● What to work on
When you reach the line containing "Describe the picture as data, in JSON. List" in the data below, begin returning lines exactly as written, and stop once the line containing "Input: one rendered" has been returned.
──────── Given records
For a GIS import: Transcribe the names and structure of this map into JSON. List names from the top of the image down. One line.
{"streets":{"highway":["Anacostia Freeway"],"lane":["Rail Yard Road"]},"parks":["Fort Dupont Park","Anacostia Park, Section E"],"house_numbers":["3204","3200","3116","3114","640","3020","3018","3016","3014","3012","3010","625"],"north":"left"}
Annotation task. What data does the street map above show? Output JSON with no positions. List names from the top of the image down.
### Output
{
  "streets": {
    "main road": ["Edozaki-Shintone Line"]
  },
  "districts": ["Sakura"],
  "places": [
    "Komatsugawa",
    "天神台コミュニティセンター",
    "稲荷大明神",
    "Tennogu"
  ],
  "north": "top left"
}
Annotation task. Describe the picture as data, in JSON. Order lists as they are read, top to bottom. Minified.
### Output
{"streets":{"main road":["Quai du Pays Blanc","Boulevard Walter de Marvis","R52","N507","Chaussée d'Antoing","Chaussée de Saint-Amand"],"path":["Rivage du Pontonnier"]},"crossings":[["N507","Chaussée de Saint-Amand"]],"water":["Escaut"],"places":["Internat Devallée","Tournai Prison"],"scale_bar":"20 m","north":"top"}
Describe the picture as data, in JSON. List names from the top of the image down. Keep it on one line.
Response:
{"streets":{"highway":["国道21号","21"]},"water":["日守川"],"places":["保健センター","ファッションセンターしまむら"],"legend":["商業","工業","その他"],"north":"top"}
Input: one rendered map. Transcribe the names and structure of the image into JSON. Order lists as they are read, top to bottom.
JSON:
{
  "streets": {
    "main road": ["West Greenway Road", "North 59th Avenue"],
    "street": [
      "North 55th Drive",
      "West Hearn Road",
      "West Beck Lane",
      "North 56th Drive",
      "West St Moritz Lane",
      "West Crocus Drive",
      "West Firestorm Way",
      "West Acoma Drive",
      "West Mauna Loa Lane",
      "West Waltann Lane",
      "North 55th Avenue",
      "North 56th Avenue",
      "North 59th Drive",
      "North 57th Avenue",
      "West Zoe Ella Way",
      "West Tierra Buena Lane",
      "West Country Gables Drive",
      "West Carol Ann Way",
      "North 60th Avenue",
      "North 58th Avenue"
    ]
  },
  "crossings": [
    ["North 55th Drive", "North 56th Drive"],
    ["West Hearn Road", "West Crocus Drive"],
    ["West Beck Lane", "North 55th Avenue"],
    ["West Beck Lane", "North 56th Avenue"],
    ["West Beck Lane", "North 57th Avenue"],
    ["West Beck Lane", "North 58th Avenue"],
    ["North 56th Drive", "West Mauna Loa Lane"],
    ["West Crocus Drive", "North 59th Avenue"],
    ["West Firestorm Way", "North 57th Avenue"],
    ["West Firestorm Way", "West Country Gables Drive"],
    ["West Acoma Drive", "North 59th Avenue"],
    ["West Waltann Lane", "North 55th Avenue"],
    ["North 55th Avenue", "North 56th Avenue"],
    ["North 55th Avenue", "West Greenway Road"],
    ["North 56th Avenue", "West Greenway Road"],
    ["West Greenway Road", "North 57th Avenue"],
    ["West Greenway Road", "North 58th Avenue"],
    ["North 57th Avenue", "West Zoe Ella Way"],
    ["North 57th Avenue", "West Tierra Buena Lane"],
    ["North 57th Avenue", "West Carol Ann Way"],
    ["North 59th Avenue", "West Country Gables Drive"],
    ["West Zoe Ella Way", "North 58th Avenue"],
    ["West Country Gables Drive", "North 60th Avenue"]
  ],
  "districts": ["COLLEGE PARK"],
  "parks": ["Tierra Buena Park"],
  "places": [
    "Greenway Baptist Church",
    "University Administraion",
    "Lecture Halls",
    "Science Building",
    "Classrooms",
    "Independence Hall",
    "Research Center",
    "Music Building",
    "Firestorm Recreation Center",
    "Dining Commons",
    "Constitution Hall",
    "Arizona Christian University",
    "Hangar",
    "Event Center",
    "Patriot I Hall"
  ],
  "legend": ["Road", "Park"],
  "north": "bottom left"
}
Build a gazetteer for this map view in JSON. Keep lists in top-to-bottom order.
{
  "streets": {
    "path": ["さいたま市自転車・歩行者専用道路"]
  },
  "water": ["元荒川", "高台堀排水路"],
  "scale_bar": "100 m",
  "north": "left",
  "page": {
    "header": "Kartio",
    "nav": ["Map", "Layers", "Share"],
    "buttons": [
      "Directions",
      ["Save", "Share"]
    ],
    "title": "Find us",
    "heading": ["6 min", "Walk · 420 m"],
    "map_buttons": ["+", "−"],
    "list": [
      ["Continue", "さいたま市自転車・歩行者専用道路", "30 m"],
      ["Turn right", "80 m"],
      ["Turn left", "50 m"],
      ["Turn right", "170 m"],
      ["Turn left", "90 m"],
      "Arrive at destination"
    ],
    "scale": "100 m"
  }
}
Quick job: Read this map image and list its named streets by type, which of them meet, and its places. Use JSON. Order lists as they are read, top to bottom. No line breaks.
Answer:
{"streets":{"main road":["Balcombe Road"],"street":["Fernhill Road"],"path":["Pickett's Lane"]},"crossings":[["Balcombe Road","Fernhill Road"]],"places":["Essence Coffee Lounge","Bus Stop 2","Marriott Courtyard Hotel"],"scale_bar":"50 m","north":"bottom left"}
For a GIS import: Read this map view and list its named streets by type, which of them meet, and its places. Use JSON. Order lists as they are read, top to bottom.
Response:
────────────────
● Result of the task
Describe the picture as data, in JSON. List names from the top of the image down. Keep it on one line.
Response:
{"streets":{"highway":["国道21号","21"]},"water":["日守川"],"places":["保健センター","ファッションセンターしまむら"],"legend":["商業","工業","その他"],"north":"top"}
Input: one rendered map. Transcribe the names and structure of the image into JSON. Order lists as they are read, top to bottom.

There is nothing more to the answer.